Cisco issued stern warnings about Australia's sluggish uptake of Internet technologies last week, saying if it continued unabated it would damage participation in the global Internet economy.
Broadband rollout and better e-commerce strategies were high on the agenda, followed closely by the industry-involved initiative to address the severe IT skills shortage.
Terry Walsh, managing director of Cisco Systems' Australia/NZ, outlined the shift occurring in the Australian channel, driven by the Internet economy. "There are a whole range of issues corporate Australia is trying to come to grips with that present opportunities for channel partners," he said.
"The channel used to be someone who said well Cisco sells routers and somebody else sells hubs and what we have is the skills to take those components and actually work. But the industry has consolidated and connecting the router to the switch has now become Cisco's responsibility. It's no longer about making the network work, it's about tying the network into the applications, and the applications into the business process, giving employees access to data so they can make good decisions without impacting my balance sheets.
"There is still a healthy business for them making margins on reselling products but most of the healthy channel partners have very strong business streams outside of the simple margin-line product model. I think a lot for them is changing and as long as they are paying attention there's a chance they can do extremely well."
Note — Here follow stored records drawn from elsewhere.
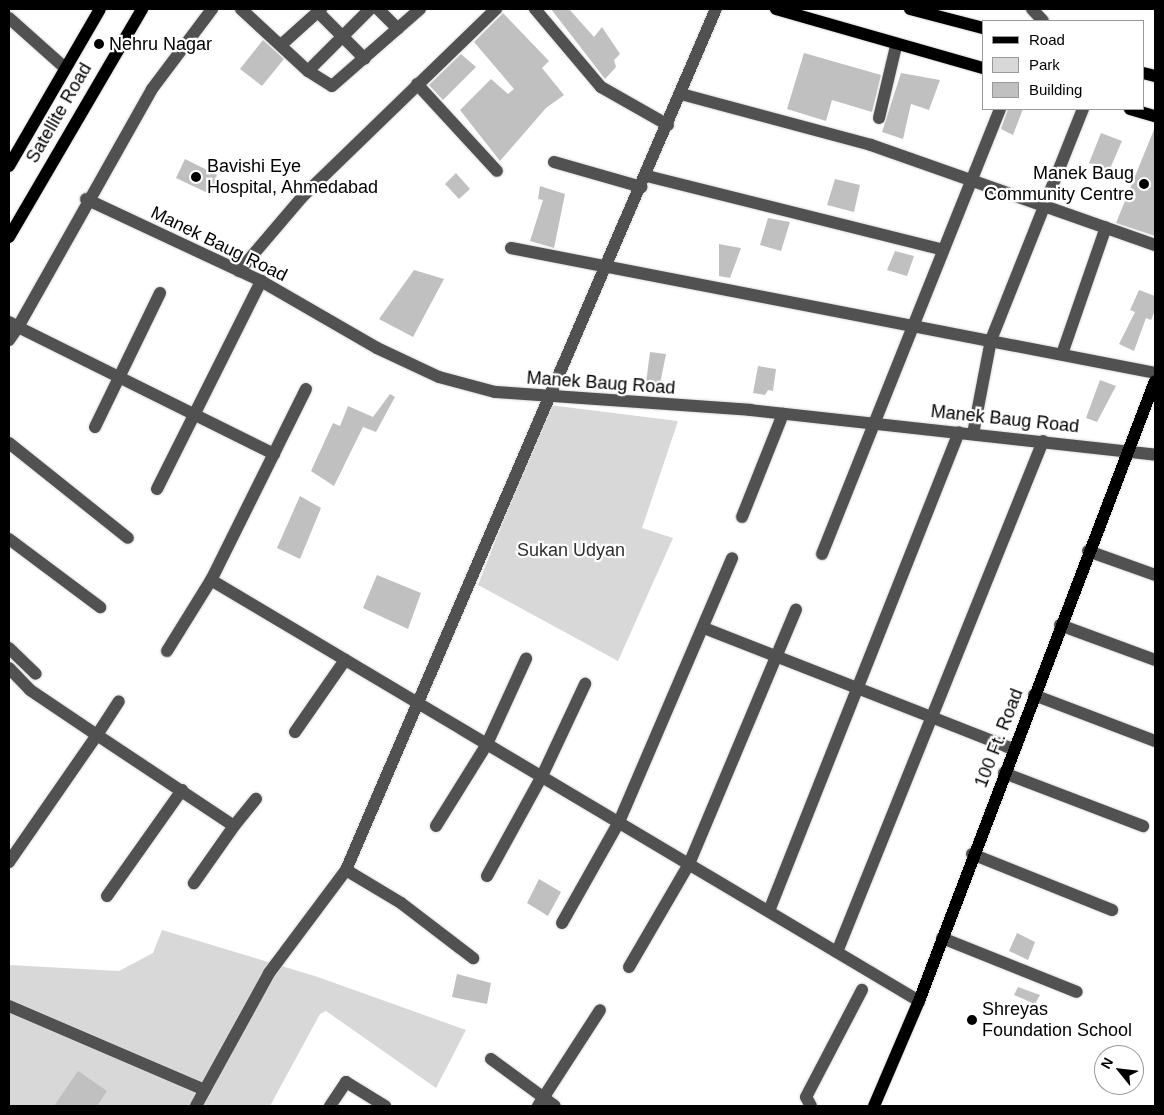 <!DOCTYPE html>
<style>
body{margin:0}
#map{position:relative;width:1164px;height:1115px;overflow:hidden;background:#fff;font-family:Arial,sans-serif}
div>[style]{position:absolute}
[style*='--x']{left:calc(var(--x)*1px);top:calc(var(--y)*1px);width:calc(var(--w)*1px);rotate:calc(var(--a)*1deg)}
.green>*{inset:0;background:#d8d8d8}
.building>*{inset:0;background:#c0c0c0}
.roads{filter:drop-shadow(0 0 1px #dbdbdb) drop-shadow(0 0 1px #dbdbdb)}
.minor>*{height:12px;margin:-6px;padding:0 6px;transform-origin:6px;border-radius:6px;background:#515151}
.major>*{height:12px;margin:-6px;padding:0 6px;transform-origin:6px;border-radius:6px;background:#000}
.dots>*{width:14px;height:14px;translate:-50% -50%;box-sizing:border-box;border:2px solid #fff;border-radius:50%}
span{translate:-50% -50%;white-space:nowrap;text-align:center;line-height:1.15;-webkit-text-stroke:4.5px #fff;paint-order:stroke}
.poi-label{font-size:18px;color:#000}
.left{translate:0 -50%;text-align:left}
.right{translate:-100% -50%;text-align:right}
.street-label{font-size:18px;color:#000}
.park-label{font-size:18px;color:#2f2f2f}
.frame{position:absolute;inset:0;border:10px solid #000;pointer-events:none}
.legend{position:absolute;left:982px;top:20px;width:162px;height:90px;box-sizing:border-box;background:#fff;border:1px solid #999;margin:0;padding:6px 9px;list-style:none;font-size:15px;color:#000}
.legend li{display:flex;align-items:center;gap:10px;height:25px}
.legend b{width:25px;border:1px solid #999}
.north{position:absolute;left:1094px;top:1045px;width:50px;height:50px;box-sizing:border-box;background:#fff;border:1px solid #999;border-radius:50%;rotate:299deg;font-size:14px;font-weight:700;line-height:20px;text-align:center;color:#000}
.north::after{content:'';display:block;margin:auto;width:18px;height:22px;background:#000;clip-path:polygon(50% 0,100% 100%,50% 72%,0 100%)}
</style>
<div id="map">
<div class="green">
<i style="clip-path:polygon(549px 405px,678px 421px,642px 528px,673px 538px,618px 661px,478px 585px)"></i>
<i style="clip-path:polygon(162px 930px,315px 976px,466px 1030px,436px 1088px,326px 1011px,320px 1014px,270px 1106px,9px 1106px,9px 965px,119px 971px,153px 953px)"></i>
</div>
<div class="building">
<i style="clip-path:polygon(551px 9px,569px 9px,594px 37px,602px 27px,620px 54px,614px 60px,616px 67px,605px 79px)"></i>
<i style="clip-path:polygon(503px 13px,549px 61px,542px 68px,564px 95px,546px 108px,500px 161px,460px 110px,491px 79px,508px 94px,514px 89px,474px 42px)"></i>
<i style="clip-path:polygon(263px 40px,284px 59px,262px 86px,240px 69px)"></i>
<i style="clip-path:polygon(804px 53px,881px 75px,872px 112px,832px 100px,826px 121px,787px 109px)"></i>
<i style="clip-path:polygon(461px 54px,476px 67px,443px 100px,429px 85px)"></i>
<i style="clip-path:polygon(901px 73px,940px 80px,929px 110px,911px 104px,903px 139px,882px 132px)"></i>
<i style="clip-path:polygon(1008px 109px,1023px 109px,1013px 135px,1001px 129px)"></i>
<i style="clip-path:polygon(1155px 127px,1155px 236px,1116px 223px)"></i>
<i style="clip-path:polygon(1101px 133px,1122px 141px,1109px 171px,1089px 163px)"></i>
<i style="clip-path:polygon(185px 159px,217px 175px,212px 195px,176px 178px)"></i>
<i style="clip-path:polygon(456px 173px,470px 189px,459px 199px,445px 184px)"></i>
<i style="clip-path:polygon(835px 179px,860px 185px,854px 212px,827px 205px)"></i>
<i style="clip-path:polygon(540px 186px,565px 194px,554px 248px,530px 241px,543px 200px,538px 199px)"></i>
<i style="clip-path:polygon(768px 218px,790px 222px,781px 251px,760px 245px)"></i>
<i style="clip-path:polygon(719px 244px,741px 248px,730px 278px,719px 276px)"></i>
<i style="clip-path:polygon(895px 251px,914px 256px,907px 276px,887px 270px)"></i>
<i style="clip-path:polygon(414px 270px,444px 279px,413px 337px,379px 319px)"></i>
<i style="clip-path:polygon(1139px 290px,1155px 296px,1155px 310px,1151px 320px,1146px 318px,1134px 351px,1119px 344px,1135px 312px,1130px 310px)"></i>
<i style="clip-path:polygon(650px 352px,666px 354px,660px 384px,646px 383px)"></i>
<i style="clip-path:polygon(758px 366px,776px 369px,773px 391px,768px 390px,765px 395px,753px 393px)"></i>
<i style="clip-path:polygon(1100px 380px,1116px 386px,1097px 422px,1086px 418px)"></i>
<i style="clip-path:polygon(390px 394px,395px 397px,376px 432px,363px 427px,334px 486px,311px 471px,333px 423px,340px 426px,348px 406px,373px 417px)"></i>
<i style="clip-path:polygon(300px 496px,321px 508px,300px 559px,277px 548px)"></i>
<i style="clip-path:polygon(377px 575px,421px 593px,408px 629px,363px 608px)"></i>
<i style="clip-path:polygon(539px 879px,561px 892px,548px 916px,527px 903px)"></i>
<i style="clip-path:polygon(1017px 933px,1035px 942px,1028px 960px,1009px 951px)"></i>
<i style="clip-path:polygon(457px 974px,491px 983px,487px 1004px,452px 997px)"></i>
<i style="clip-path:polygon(1018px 987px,1040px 995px,1035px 1004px,1014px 995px)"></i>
<i style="clip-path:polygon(78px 1071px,107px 1091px,97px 1106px,54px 1106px)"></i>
</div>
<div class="roads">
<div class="minor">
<i style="--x:241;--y:9;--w:91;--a:42.8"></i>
<i style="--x:308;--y:71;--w:28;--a:32"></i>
<i style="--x:332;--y:86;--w:117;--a:-41.2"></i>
<i style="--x:378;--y:9;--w:28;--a:45"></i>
<i style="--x:535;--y:9;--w:102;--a:49.8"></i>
<i style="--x:601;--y:87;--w:77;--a:29.6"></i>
<i style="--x:1032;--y:9;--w:16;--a:47"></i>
<i style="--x:318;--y:12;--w:66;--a:45"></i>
<i style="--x:9;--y:18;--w:74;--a:41.7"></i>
<i style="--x:281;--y:45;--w:54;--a:-42"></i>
<i style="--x:308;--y:71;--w:88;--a:-45"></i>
<i style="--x:417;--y:84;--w:118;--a:47.4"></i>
<i style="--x:681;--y:94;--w:197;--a:15"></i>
<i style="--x:871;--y:145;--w:301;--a:19.4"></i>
<i style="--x:879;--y:118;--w:74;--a:-76.7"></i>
<i style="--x:554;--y:162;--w:91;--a:15.9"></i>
<i style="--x:647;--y:176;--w:305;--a:14"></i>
<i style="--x:86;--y:199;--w:193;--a:25.1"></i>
<i style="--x:261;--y:281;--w:134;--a:30"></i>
<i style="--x:377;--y:348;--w:68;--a:25.1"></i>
<i style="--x:439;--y:377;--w:58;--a:15"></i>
<i style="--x:495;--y:392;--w:256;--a:4"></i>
<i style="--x:750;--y:410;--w:407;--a:6.3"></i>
<i style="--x:511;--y:248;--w:656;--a:10.98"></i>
<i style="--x:239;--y:271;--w:99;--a:-49.5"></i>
<i style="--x:303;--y:196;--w:269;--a:-44.1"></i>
<i style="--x:9;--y:322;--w:10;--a:29"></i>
<i style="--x:18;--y:327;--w:273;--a:-60.6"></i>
<i style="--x:152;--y:89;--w:100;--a:-53.1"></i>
<i style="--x:9;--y:340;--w:16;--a:-55"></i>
<i style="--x:18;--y:327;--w:286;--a:26.4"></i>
<i style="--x:1062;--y:354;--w:134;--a:-70.9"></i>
<i style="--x:306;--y:389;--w:213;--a:116.4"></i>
<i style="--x:211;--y:580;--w:824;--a:30.74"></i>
<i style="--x:95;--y:427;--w:149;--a:-64.1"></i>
<i style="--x:973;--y:434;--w:96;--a:-79.2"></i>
<i style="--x:991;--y:340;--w:249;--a:-68.3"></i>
<i style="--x:9;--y:443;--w:152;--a:38.6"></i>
<i style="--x:157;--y:489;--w:233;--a:-63.4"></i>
<i style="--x:742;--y:517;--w:111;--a:-68.3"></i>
<i style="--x:9;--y:539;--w:114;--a:36.8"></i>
<i style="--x:1088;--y:551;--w:71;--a:19.7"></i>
<i style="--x:822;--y:554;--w:479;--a:-68.2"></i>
<i style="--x:1060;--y:625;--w:101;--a:20.2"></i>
<i style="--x:704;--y:628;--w:332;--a:21.4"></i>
<i style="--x:9;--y:648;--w:37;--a:44"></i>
<i style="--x:167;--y:651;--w:84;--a:-58.2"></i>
<i style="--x:9;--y:668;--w:30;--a:46"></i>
<i style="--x:30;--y:690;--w:81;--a:33.9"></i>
<i style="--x:97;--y:735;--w:40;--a:-57.1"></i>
<i style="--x:1034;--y:695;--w:129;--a:20.8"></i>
<i style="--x:295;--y:732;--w:88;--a:-55.2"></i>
<i style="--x:1004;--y:773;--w:149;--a:20.9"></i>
<i style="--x:234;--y:826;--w:35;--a:-51"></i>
<i style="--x:436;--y:826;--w:97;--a:-58.1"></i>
<i style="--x:487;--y:744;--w:94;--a:-65.4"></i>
<i style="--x:972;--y:854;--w:151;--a:21.8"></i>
<i style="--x:9;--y:862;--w:155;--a:-55.3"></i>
<i style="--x:97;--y:735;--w:164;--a:33.6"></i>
<i style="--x:234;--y:826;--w:70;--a:125.1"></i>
<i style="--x:346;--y:870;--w:64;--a:31"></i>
<i style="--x:401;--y:903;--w:91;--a:37.4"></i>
<i style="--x:487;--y:876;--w:114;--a:-61.2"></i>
<i style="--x:542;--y:776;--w:102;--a:-64.9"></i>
<i style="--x:107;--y:896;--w:130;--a:-54.7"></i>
<i style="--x:769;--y:911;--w:515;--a:-68.36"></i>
<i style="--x:562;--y:923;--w:116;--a:-60.6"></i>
<i style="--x:619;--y:822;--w:287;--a:-66.8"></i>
<i style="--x:942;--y:938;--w:145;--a:21.8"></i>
<i style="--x:837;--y:952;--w:551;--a:-68.04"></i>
<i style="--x:629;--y:967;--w:119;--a:-59.8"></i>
<i style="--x:689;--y:864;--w:276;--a:-67.2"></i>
<i style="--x:9;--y:1006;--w:213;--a:23.2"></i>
<i style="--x:491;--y:1059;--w:79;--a:36.3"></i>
<i style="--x:196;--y:1106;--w:152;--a:-61.2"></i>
<i style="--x:269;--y:973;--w:129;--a:-53.2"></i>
<i style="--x:346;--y:870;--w:937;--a:-66.75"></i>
<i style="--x:330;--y:1106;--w:29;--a:-56"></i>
<i style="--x:346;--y:1082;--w:46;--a:31.6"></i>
<i style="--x:538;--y:1106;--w:114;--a:-57.1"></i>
<i style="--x:811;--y:1106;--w:10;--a:-119"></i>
<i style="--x:806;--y:1097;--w:121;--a:-62.4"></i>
</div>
<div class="major">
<i style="--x:776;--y:9;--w:215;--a:15.9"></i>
<i style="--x:910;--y:9;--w:75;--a:14.6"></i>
<i style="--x:1143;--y:73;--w:12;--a:14"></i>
<i style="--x:1130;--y:109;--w:26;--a:16"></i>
<i style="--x:9;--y:166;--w:181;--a:-59.9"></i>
<i style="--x:9;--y:237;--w:264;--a:-59.7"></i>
<i style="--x:874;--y:1106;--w:114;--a:-66.8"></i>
<i style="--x:919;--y:1001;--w:663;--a:-69.16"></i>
</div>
</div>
<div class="dots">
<i style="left:99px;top:44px;background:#000"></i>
<i style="left:196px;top:177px;background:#000"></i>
<i style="left:1144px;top:184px;background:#000"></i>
<i style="left:972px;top:1020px;background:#000"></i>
</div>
<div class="poi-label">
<span class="left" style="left:109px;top:44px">Nehru Nagar</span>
<span class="left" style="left:207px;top:177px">Bavishi Eye<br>Hospital, Ahmedabad</span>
<span class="right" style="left:1134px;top:184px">Manek Baug<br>Community Centre</span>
<span class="left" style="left:982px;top:1020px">Shreyas<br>Foundation School</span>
</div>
<div class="street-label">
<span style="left:59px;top:113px;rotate:-60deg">Satellite Road</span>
<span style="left:219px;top:244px;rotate:26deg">Manek Baug Road</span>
<span style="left:601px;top:383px;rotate:4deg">Manek Baug Road</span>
<span style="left:1005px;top:419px;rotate:6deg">Manek Baug Road</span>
<span style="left:999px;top:738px;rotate:-69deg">100 Ft. Road</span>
</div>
<div class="park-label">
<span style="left:571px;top:550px">Sukan Udyan</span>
</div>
<div class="frame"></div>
<ul class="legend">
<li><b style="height:6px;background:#000"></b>Road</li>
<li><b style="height:14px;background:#d8d8d8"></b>Park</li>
<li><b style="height:14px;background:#c0c0c0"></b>Building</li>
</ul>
<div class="north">N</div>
</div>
Walsh added that while the falling Australian dollar has knocked his sales percentages down significantly, it has brought some focus to the impact of the Internet economy on nations and their economic prosperity.
"We have a future that could involve us being an entire nation of branches of multinationals with no Australian businesses if we don't move on this fairly quickly," he said. "Just counting the number of people connected to the Internet and calling ourselves world leaders is no longer enough."
Walsh also believes the cost of bandwidth in the service provider space, up to 20 times more than the US, is crippling Australian businesses trying to compete in the global market place. But with a significant stake in the carrier market in the IP domain and recent deals struck with Telstra and PowerTel, Cisco's push for deregulation of the telco infrastructure and broadband access could seem a little self interested.